Jak podaje serwis branżowy Elektrowoz.pl, aby wynająć samochód w sieci Innogy Go! kierowca musi mieć nie tylko ukończone 22 lata, ale zgodnie z nowym regulaminem ma obowiązek posiadać prawo jazdy od co najmniej 6 miesięcy. Firma chce zmniejszyć w ten sposób ilość kolizji i wypadków z udziałem swoich pojazdów.
Firma carsharingowa podkreśliła także, że monitorując przejazdy użytkowników, będzie wyciągać konsekwencje wobec tych, którzy w rażący sposób będą łamać zasady ruchu drogowego i będą obciążani za nieprawidłowe praktyki takie jak mandaty, blokady na kołach czy konieczność odholowania nieprawidłowo zaparkowanego pojazdu.
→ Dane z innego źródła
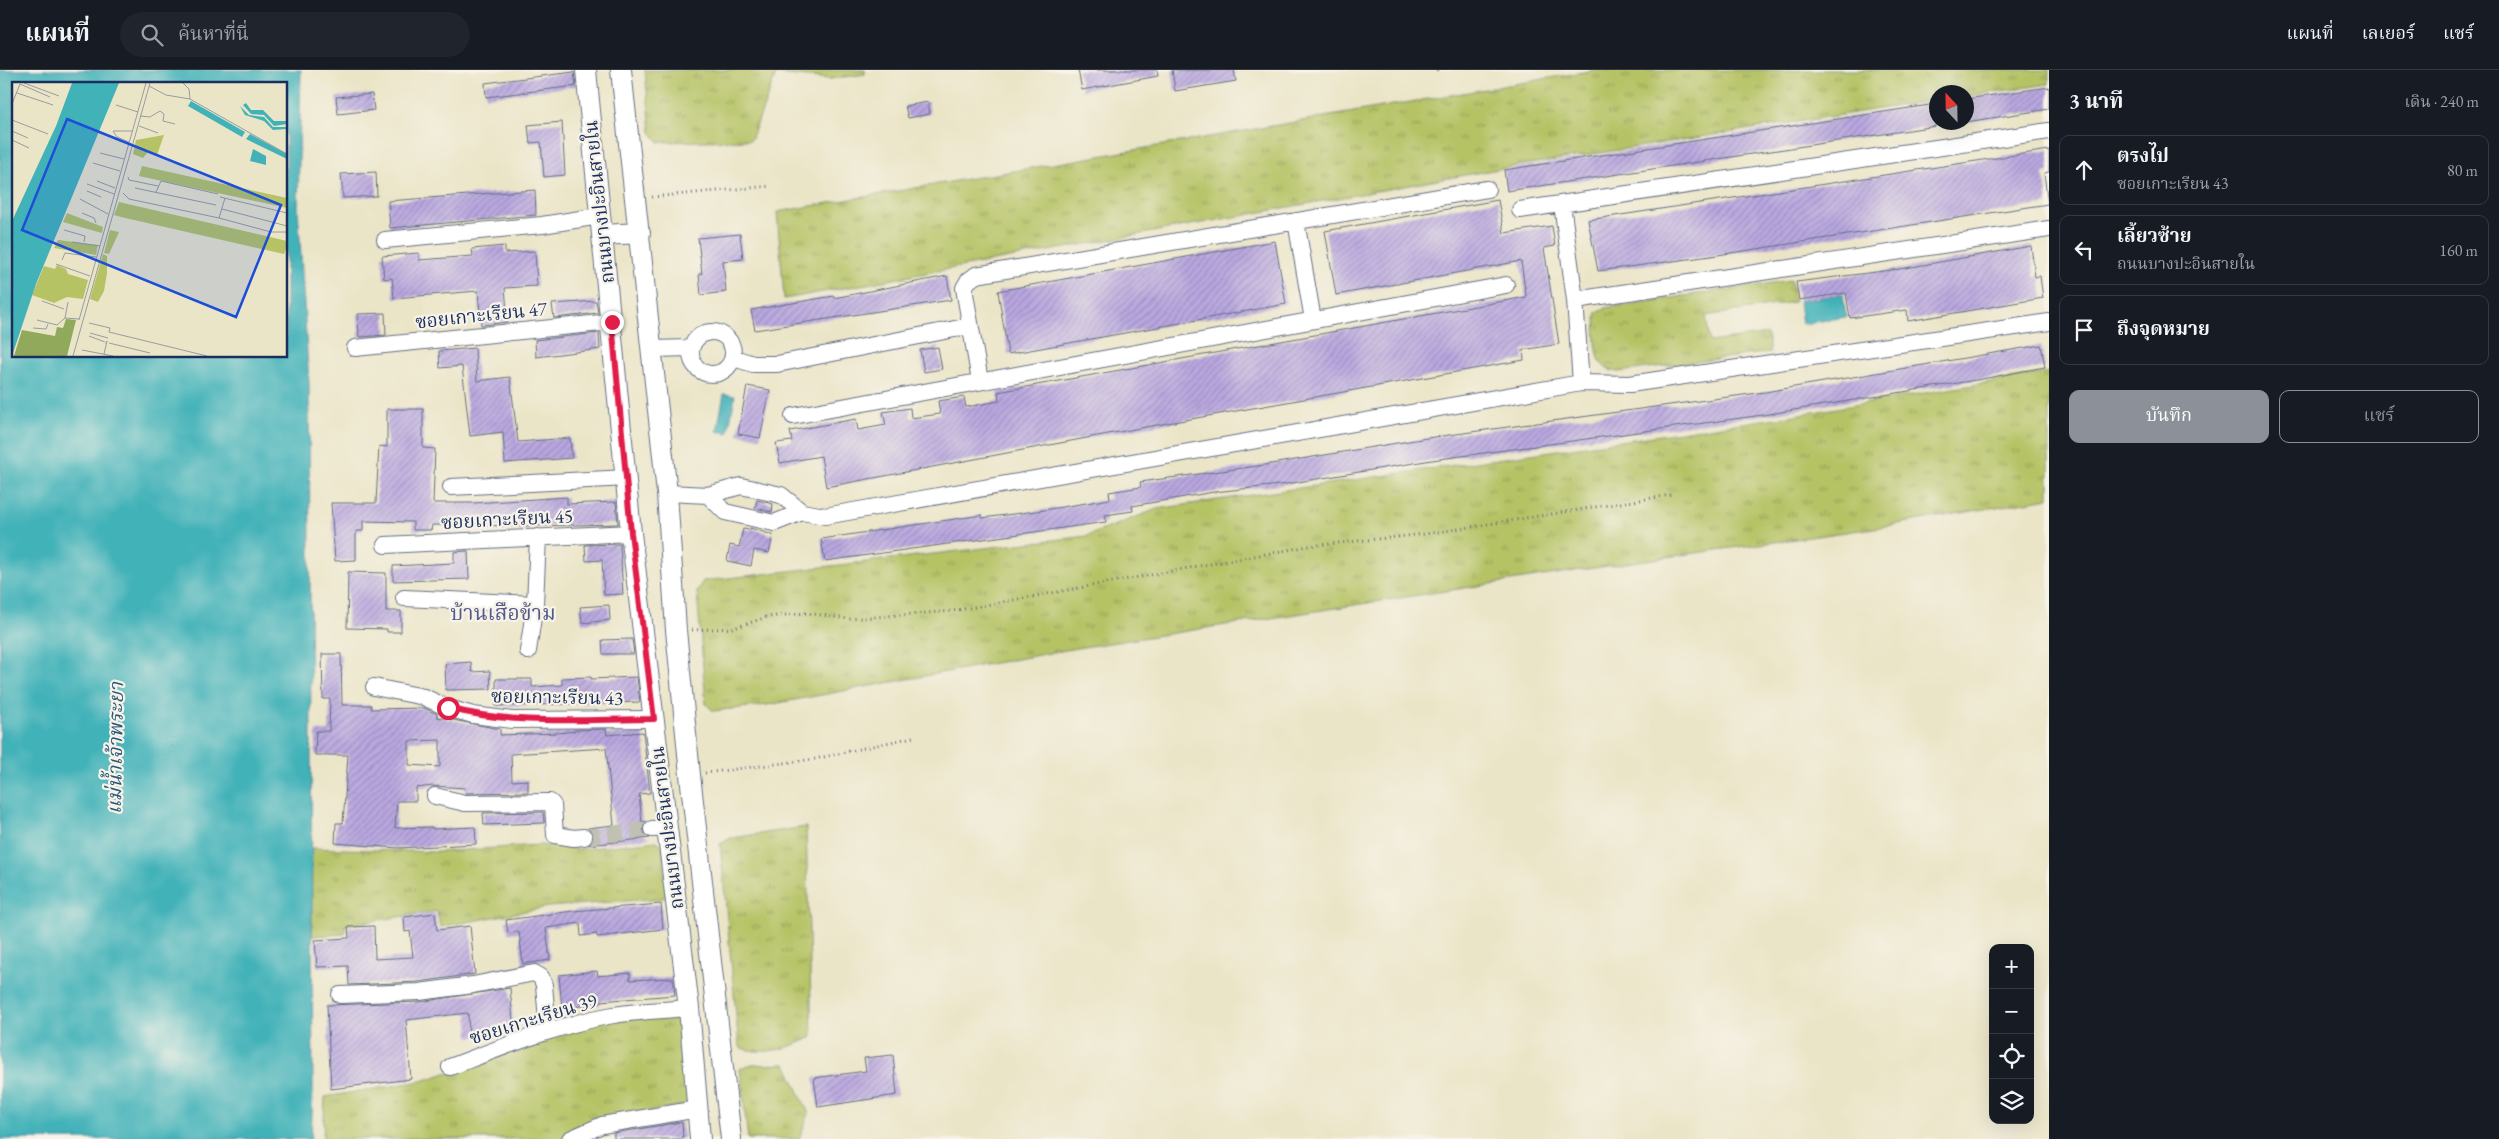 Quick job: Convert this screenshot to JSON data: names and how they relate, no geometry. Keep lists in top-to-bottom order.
{
  "streets": {
    "main road": ["ถนนบางปะอินสายใน"],
    "street": [
      "ซอยเกาะเรียน 47",
      "ซอยเกาะเรียน 45",
      "ซอยเกาะเรียน 43",
      "ซอยเกาะเรียน 39"
    ]
  },
  "crossings": [
    ["ถนนบางปะอินสายใน", "ซอยเกาะเรียน 47"],
    ["ถนนบางปะอินสายใน", "ซอยเกาะเรียน 45"],
    ["ถนนบางปะอินสายใน", "ซอยเกาะเรียน 43"],
    ["ถนนบางปะอินสายใน", "ซอยเกาะเรียน 39"]
  ],
  "districts": ["บ้านเสือข้าม"],
  "water": ["แม่น้ำเจ้าพระยา"],
  "north": "top",
  "page": {
    "header": "แผนที่",
    "search": "ค้นหาที่นี่",
    "nav": ["แผนที่", "เลเยอร์", "แชร์"],
    "heading": ["3 นาที", "เดิน · 240 m"],
    "list": [
      ["ตรงไป", "ซอยเกาะเรียน 43", "80 m"],
      ["เลี้ยวซ้าย", "ถนนบางปะอินสายใน", "160 m"],
      "ถึงจุดหมาย"
    ],
    "buttons": ["บันทึก", "แชร์"],
    "map_buttons": ["+", "−"]
  }
} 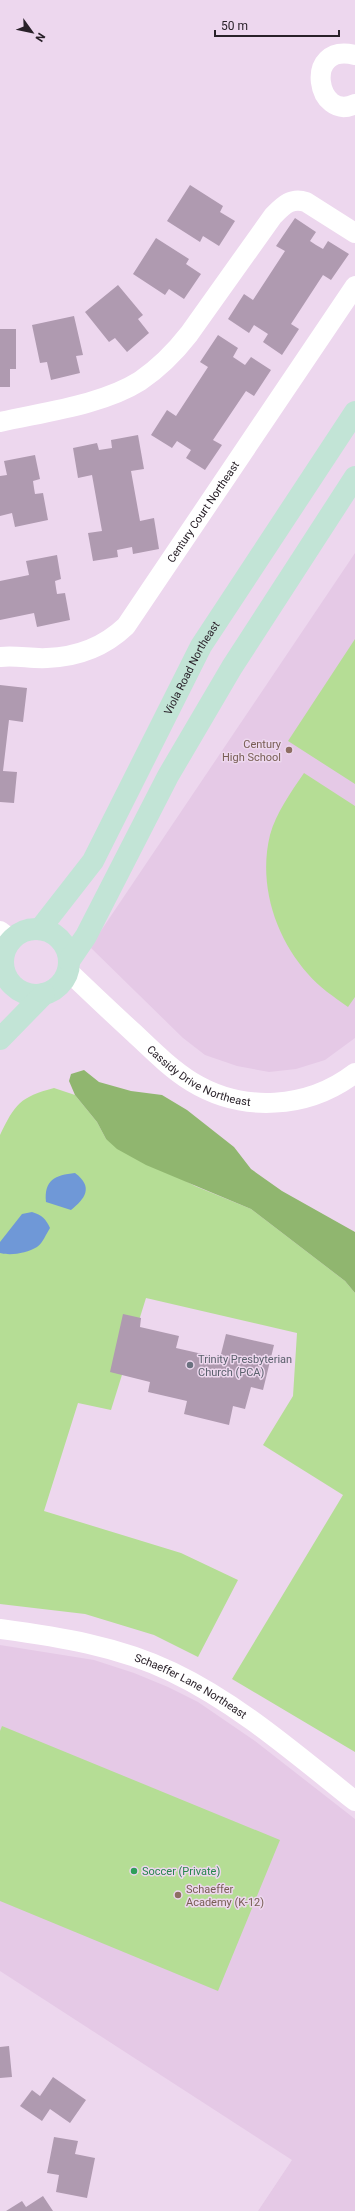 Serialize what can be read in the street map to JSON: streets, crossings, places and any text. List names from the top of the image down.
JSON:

Jak twierdzi Innogy Go!, ponad 60 proc. takich zdarzeń spowodowali młodzi kierowcy poniżej 21. roku życia, a co więcej także przez nieletnich. Do jednego z głośniejszych doszło 6 lipca, kiedy dwóch 14-latków uderzyło w betonową zaporę na ul. Bonifraterskiej w Warszawie. Nieletni ukradli samochód pomimo zabezpieczeń, a co więcej - byli pod wpływem alkoholu. Zawinił fakt, że elektryczne BMW i3 nie było właściwie zamknięte przez poprzedniego użytkownika pojazdu.
Firma carsharingowa nie kryje, że sprawcami kolizji i wypadków są głównie najmłodsi kierowcy, a szkody wśród wypożyczanych aut są wyższe niż się prognozowała Innogy Go!.
Szkodowość generowana na autach w naszym carsharingu jest wyższa, niż się spodziewaliśmy. W znacznym stopniu jest powodowana przez najmłodszych kierowców. Ponad 60 proc. wszystkich szkód, które powstały, zostało spowodowanych przez kierowców mających 21 lat i mniej. Wartościowo stanowiło to do tej pory ponad 75 proc. wszystkich szkód
- podsumowała Aleksandra Smolarska-Flis z Innogy w rozmowie z Polsat News.
Najnowsza zmiana regulaminu Innogy Go! to odpowiedź firmy car sharingowej na podobne wypadki. Obecnie zarejestrowanych klientów nowe zasady będą obowiązywać od 23 sierpnia.